Getting older has its perks. Wisdom. Unlimited half naps. Smaller indoor buns can see lifespans into their teens, and even larger household rabbits can push 10 years or more. But with age comes some pesky rites of passage. Most rabbits over six years of age have arthritis to some degree, but younger rabbits aren’t immune to sore, inflamed joints, either. Injuries and certain disabilities can cause early-onset arthritis too. Unfortunately, arthritis can’t be cured but it can be managed.
Symptoms of Arthritis in Rabbits
Arthritis is painful inflammation of the joints. Arthritis commonly comes about due to age, but can also result from obesity, previous injury to the leg or joint, genetics, or even bacterial infections. Symptoms will differ from rabbit to rabbit, but some common signs include the following:
- Limping or favoring one leg
- Wobbling/balance issues
- Stiffness or slower than usual movement
- Not eating caecotrophs directly from the rear
- Trouble getting up from a lying/sitting position
- Hesitation getting into or out of the litter box
- Withdrawn or out-of-character behavior (due to pain)
Treatment for Arthritis
A vet visit is the best first step when arthritis is suspected. Your exotic veterinarian may take X-rays, test your rabbit’s mobility, and evaluate his pain level. They might recommend long-term supplements, like glucosamine, and a bunny-safe prescription pain medication, like meloxicam. While arthritis can’t be reversed, you can take additional steps at home to slow its progression and control pain.
- Restrict movement and activity. Instead of allowing unlimited access to the entire home, a rabbit with arthritis may benefit from a smaller exercise area – at least at first. This will prevent additional damage to the joints until his symptoms are under control. Once your rabbit is responding to treatment, you can encourage gentle exercise, stretching, and even massage and physical therapy.

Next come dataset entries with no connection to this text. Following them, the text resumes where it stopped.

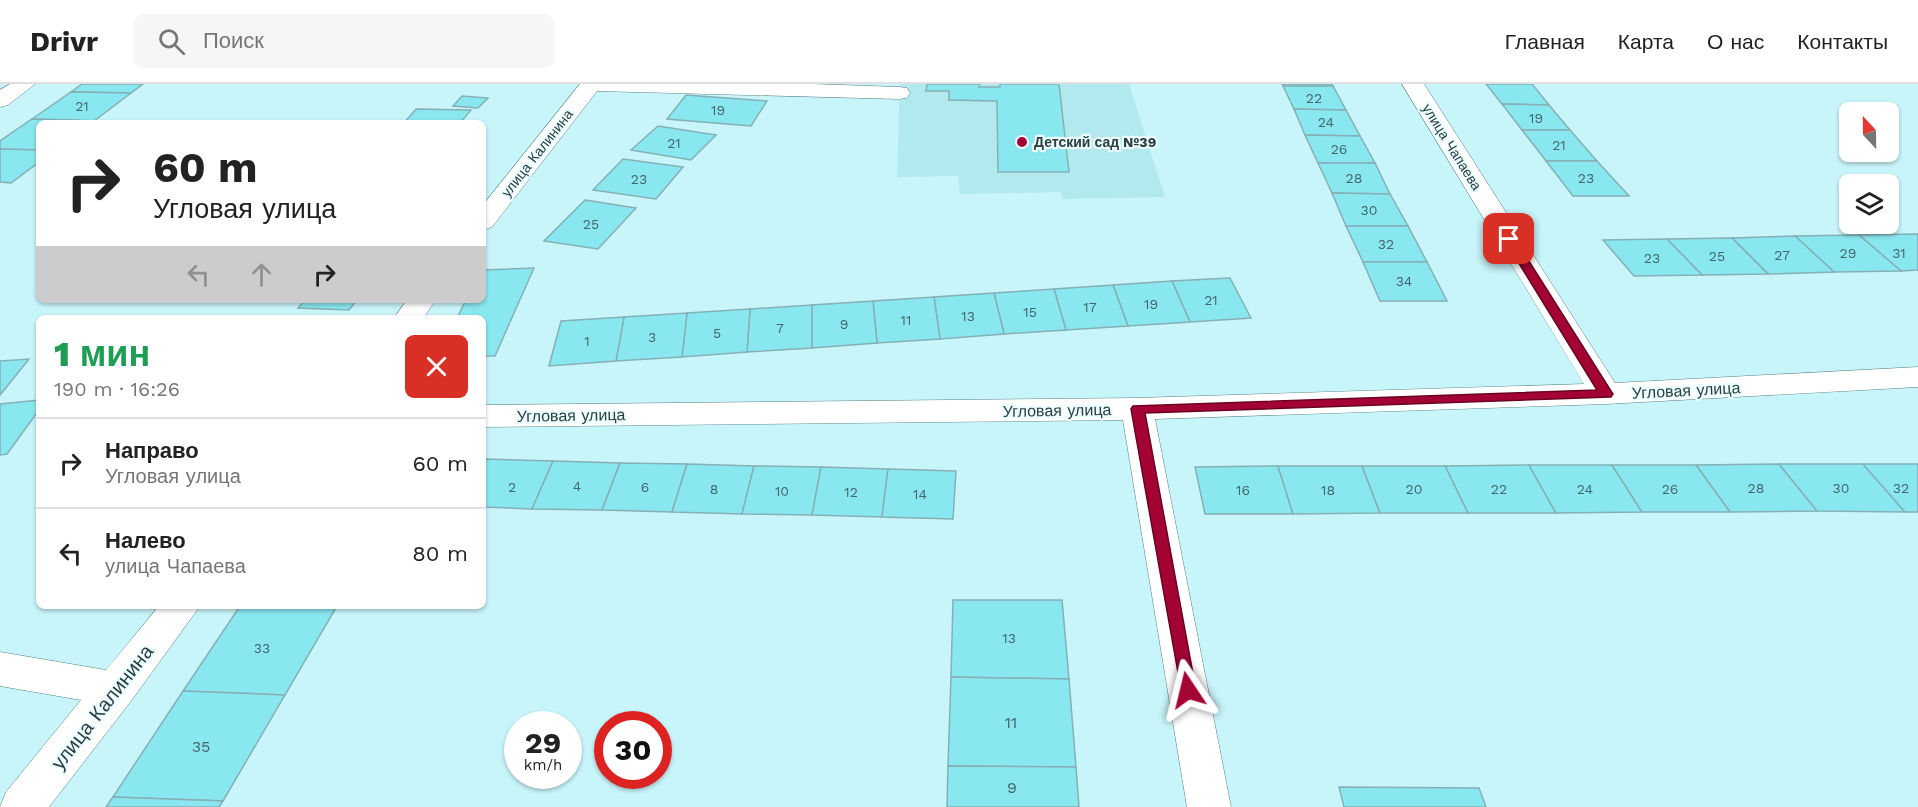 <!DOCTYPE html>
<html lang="ru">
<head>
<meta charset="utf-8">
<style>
	body { margin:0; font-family:"Work Sans",sans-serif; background:#f6f6f6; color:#222; height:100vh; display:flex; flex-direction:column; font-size:22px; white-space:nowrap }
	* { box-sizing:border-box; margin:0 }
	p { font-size:20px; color:#767676 }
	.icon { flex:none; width:33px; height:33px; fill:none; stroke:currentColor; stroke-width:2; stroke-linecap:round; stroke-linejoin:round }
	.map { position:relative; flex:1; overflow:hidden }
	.details { position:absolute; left:36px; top:231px; width:450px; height:294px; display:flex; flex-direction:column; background:#fff; border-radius:9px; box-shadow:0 2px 4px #0004 }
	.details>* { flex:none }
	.banner { position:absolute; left:36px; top:36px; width:450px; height:183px; border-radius:9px; box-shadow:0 2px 4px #0004; background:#fff; color:#222; overflow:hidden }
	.needle { width:39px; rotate:338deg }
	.buttons { position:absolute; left:1839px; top:18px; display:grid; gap:12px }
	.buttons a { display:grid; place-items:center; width:60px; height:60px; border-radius:9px; background:#fff; box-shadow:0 2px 4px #0004; font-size:30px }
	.speed { position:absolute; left:504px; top:627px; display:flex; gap:12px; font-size:30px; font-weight:700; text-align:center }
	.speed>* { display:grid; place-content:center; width:78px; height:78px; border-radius:50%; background:#fff; box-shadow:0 2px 4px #0004; line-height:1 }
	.speed small { font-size:15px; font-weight:400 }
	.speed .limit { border:9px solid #d22; background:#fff; color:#111 }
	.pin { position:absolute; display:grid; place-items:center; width:51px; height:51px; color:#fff; margin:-26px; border-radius:12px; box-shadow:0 3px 9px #0006 }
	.me { position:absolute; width:66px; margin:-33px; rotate:350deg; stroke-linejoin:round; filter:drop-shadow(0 0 4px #0008) }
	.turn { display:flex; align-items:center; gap:21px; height:126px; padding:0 18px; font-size:27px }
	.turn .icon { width:78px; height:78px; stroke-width:2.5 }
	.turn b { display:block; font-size:42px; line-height:51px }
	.lanes { display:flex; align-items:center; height:57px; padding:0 18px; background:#0003; justify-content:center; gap:30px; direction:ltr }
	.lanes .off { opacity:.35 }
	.round { display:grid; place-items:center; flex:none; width:63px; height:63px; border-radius:9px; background:#f6f6f6 }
	.overview { display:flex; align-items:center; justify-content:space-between; height:102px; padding:0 18px }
	h1 { font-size:36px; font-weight:800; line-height:45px; color:#1e9e55 }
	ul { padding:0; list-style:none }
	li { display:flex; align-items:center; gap:18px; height:90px; padding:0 18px; border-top:2px solid #e0e0e0 }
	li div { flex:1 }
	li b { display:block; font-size:22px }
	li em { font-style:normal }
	header { display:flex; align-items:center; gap:36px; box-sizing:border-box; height:84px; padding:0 30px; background:#fff; border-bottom:2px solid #e0e0e0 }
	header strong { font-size:28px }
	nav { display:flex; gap:33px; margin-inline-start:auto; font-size:21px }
	.search { width:420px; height:54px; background:#f6f6f6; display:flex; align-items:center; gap:15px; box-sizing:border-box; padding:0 21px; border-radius:9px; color:#767676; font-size:22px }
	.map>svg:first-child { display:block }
	.built { fill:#b2e9ee }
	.building { fill:#89e7f0; stroke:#85b0b5; stroke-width:1.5 }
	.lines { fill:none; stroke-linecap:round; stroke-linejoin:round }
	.minor-casing { stroke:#568084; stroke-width:1 }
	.minor { fill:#fff; fill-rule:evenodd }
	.route { fill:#a30433; stroke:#6a0321; stroke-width:1.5 }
	.poi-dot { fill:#a30433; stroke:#ebfdff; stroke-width:2 }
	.labels { text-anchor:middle; stroke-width:4.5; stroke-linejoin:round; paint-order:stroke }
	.number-label { font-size:14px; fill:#43686c }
	.far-poi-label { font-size:14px; font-weight:bold; fill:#2c3e40; stroke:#ebfdff; text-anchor:start }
	.far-street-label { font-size:14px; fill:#2c3e40; stroke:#ebfdff }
	.street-label { font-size:16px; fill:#2c3e40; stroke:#ebfdff }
	.near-number-label { font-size:16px; fill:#43686c }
	.near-street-label { font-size:20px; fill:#2c3e40; stroke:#ebfdff }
</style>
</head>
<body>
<header>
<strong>Drivr</strong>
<div class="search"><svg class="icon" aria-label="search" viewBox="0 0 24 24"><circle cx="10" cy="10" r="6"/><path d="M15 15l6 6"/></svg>Поиск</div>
<nav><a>Главная</a><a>Карта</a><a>О нас</a><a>Контакты</a></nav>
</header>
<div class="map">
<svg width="1918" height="723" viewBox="0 0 1918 723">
	<rect width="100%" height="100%" fill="#c8f5fa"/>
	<path class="built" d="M900,0H1129L1165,113L1063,115L1061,108L960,110L958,92L897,93Z"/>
	<g class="building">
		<path d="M82,0H143L131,9L71,8Z"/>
		<path d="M927,0H980L979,3H1000V0H1059L1069,88H998L997,17L949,16V7H926Z"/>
		<path d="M1282,0H1332L1333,2H1283Z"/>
		<path d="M1486,0H1532L1549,21L1502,20Z"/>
		<path d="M1283,2H1333L1346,26L1294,25Z"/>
		<path d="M71,8L131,9L94,37L32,35Z"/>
		<path d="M686,11L767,17L751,42L667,35Z"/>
		<path d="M462,12L488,14L478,24L453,22Z"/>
		<path d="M1502,20L1549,21L1570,46H1522Z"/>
		<path d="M416,25L471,26L460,39H404Z"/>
		<path d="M1294,25L1346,26L1360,52L1305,51Z"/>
		<path d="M32,35L94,37L91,39H39V66L0,65V57Z"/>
		<path d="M658,42L716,51L691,76L631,66Z"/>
		<path d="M1522,46H1570L1597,77H1546Z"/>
		<path d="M1305,51L1360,52L1375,79H1318Z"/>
		<path d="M0,65L39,66V78L11,99L0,98Z"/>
		<path d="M623,75L683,83L656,115L593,106Z"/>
		<path d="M1546,77H1597L1629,112H1573Z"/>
		<path d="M1318,79H1375L1390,110L1332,109Z"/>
		<path d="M1332,109L1390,110L1408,142H1346Z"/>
		<path d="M585,116L636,124L598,165L544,157Z"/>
		<path d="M1346,142H1408L1427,178H1363Z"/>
		<path d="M1918,150V186L1901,187L1859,151Z"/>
		<path d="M1859,151L1901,187L1834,188L1795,152Z"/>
		<path d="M1795,152L1834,188L1768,190L1732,154Z"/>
		<path d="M1732,154L1768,190L1702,191L1667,155Z"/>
		<path d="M1667,155L1702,191L1634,192L1603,156Z"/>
		<path d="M1363,178H1427L1447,217H1380Z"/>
		<path d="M534,184L495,272H483V234H457L466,216H483V186Z"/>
		<path d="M1230,194L1251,234L1190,238L1172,197Z"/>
		<path d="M1172,197L1190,238L1128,242L1113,201Z"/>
		<path d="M1113,201L1128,242L1066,246L1054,205Z"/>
		<path d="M1054,205L1066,246L1004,250L994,209Z"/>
		<path d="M994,209L1004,250L940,255L934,213Z"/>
		<path d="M934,213L940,255L877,259L873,217Z"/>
		<path d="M305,216H357L349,226L298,224Z"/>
		<path d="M873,217L877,259L812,264V221Z"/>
		<path d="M812,221V264L747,268L750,225Z"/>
		<path d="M750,225L747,268L682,273L687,229Z"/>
		<path d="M687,229L682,273L616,277L624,233Z"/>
		<path d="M624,233L616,277L549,282L561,237Z"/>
		<path d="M29,275L0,311V277Z"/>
		<path d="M39,316V326L7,370L0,371V320Z"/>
		<path d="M486,375L553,377L532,425L483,423V382Z"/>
		<path d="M553,377L620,379L602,426L532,425Z"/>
		<path d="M620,379L687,380L672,428L602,426Z"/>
		<path d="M687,380L754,382L742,430L672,428Z"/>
		<path d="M1779,380L1817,427L1730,428L1696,381Z"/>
		<path d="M1779,380H1863L1905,428L1817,427Z"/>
		<path d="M1863,380H1918V428H1905Z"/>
		<path d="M1529,381L1556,429H1468L1445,382Z"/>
		<path d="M1529,381H1612L1642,428L1556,429Z"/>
		<path d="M1612,381H1696L1730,428H1642Z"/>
		<path d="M754,382L821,383L812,431L742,430Z"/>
		<path d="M1278,382L1293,430H1205L1195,383Z"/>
		<path d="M1278,382H1362L1380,429L1293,430Z"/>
		<path d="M1362,382H1445L1468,429H1380Z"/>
		<path d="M821,383L888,385L882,433L812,431Z"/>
		<path d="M888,385L956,387L953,435L882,433Z"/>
		<path d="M953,516H1062L1069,595L951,593Z"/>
		<path d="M240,522H337L285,611L183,607Z"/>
		<path d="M951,593L1069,595L1076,683L948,682Z"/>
		<path d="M183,607L285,611L223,717L113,713Z"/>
		<path d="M948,682L1076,683L1079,723H947Z"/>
		<path d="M1339,703L1479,704L1486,723H1344Z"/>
		<path d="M113,713L223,717L219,723H106Z"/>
	</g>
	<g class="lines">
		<defs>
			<g id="minor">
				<path d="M10,0H35L8,21L0,23V6Z"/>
				<path d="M580,0H812L899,3L907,4L910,9L907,14L899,15L597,7L492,143L483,146V121Z"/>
				<path d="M1402,0H1424L1615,299L1918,283V303L1606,320L1155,335L1231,723H1187L1123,336L483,343V321L1137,314L1584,300Z"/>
				<path d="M407,216H436L423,234H394Z"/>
				<path d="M159,522H200L131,617L49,723H0L6,708L81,616L0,602V568L106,586Z"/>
			</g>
		</defs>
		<use href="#minor" class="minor-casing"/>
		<use href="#minor" class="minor"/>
	</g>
	<path class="route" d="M1509,152L1515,155L1611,307L1613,310L1611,313L1145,329L1196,606L1194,611L1188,613L1182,611L1131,325L1133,322L1597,306L1504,155Z"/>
	<circle class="poi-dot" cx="1022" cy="58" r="6"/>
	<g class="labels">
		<g class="number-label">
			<text x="1314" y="19">22</text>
			<text x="82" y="27">21</text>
			<text x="718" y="31">19</text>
			<text x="1536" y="39">19</text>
			<text x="1326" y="43">24</text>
			<text x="674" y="64">21</text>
			<text x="1559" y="66">21</text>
			<text x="1339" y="70">26</text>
			<text x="1354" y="99">28</text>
			<text x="1586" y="99">23</text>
			<text x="639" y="100">23</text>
			<text x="1369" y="131">30</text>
			<text x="591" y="145">25</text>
			<text x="1386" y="165">32</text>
			<text x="1848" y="174">29</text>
			<text x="1899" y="174">31</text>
			<text x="1782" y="176">27</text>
			<text x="1717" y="177">25</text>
			<text x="1652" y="179">23</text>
			<text x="1404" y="202">34</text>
			<text x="1211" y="221">21</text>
			<text x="1151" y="225">19</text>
			<text x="1090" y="228">17</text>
			<text x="1030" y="233">15</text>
			<text x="968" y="237">13</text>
			<text x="906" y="241">11</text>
			<text x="844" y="245">9</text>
			<text x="780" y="249">7</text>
			<text x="717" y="254">5</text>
			<text x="652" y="258">3</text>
			<text x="587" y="262">1</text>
			<text x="577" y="407">4</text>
			<text x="512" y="408">2</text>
			<text x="645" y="408">6</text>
			<text x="1756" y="409">28</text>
			<text x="1841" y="409">30</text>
			<text x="1901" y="409">32</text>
			<text x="714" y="410">8</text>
			<text x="1414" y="410">20</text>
			<text x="1499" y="410">22</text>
			<text x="1585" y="410">24</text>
			<text x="1670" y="410">26</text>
			<text x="1243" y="411">16</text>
			<text x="1328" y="411">18</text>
			<text x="782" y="412">10</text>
			<text x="851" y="413">12</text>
			<text x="920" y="415">14</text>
			<text x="1009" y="559">13</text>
			<text x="262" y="569">33</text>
		</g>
		<g class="far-poi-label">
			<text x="1034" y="63">Детский сад №39</text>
		</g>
		<g class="far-street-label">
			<text transform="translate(1452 63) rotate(58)" y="5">улица Чапаева</text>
			<text transform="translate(537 69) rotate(-52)" y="5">улица Калинина</text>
		</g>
		<g class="street-label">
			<text transform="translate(1686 306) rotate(-3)" y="6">Угловая улица</text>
			<text transform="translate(1057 326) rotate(-1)" y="6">Угловая улица</text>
			<text transform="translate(571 331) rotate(-1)" y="6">Угловая улица</text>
		</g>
		<g class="near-number-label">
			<text x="1011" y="644">11</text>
			<text x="201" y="668">35</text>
			<text x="1012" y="709">9</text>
		</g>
		<g class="near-street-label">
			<text transform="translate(102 623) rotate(-52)" y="7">улица Калинина</text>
		</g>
	</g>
</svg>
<div class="buttons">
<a><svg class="needle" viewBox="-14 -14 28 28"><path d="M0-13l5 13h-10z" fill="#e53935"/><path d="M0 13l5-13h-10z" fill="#767676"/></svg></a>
<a><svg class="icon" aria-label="layers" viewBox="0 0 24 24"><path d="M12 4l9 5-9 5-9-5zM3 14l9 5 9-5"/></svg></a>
</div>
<div class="speed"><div>29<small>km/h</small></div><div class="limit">30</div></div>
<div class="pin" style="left:1509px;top:155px;background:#d93025"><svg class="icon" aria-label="arrive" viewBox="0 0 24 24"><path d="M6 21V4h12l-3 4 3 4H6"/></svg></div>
<svg class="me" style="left:1188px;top:606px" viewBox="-20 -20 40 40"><path d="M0-17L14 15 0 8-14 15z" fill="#a30433" stroke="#fff" stroke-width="4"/></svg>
<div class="banner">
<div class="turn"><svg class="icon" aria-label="right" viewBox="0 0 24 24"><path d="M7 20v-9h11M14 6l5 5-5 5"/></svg><div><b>60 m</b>Угловая улица</div></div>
<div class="lanes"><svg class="icon off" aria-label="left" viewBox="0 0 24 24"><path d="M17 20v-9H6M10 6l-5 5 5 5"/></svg><svg class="icon off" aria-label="ahead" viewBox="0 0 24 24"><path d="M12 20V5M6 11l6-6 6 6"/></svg><svg class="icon" aria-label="right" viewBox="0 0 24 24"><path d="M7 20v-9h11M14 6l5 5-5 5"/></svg></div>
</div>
<section class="details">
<div class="overview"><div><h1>1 мин</h1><p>190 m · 16:26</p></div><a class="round" style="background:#d93025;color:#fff"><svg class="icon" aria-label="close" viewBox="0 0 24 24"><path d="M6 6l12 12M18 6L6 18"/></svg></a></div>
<ul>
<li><svg class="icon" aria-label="right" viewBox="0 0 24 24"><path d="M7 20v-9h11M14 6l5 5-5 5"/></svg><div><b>Направо</b><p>Угловая улица</p></div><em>60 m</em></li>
<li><svg class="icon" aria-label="left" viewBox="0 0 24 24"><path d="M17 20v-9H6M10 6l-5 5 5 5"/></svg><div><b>Налево</b><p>улица Чапаева</p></div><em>80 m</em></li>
</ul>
</section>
</div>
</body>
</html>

- Provide an easy-access litter box. For a rabbit with arthritis, tall walls can cause pain getting in and out. Cut out one of the walls or use a litter box with shorter sides to make things easier on your rabbit and prevent them from rejecting the litter box. Bonus points for using extra-soft bedding for your rabbit litter.
- Offer a heating pad. Giving your rabbit the option of resting on a heating pad is especially useful in cold weather (which can worsen symptoms for some rabbits with arthritis) but is a great way to increase circulation all year. Don’t force your rabbit to use a heating pad, as you certainly don’t want them to overheat. Many will quickly realize warmth’s joint-soothing power all on their own.
- Maintain a healthy weight. Overweight rabbits don’t move around as much as they should, which can decrease overall mobility. Extra weight puts unnecessary pressure on already inflamed joints and wears down cartilage. Light exercise (play!) and a healthy, balanced diet should keep your bun slim and trim.
Arthritis can be a pain, and many seasoned buns will face creaky joints at some point in their lives. But don’t fret; there are plenty of easy steps you can take at home and with your vet to keep your rabbit comfortable throughout his golden years.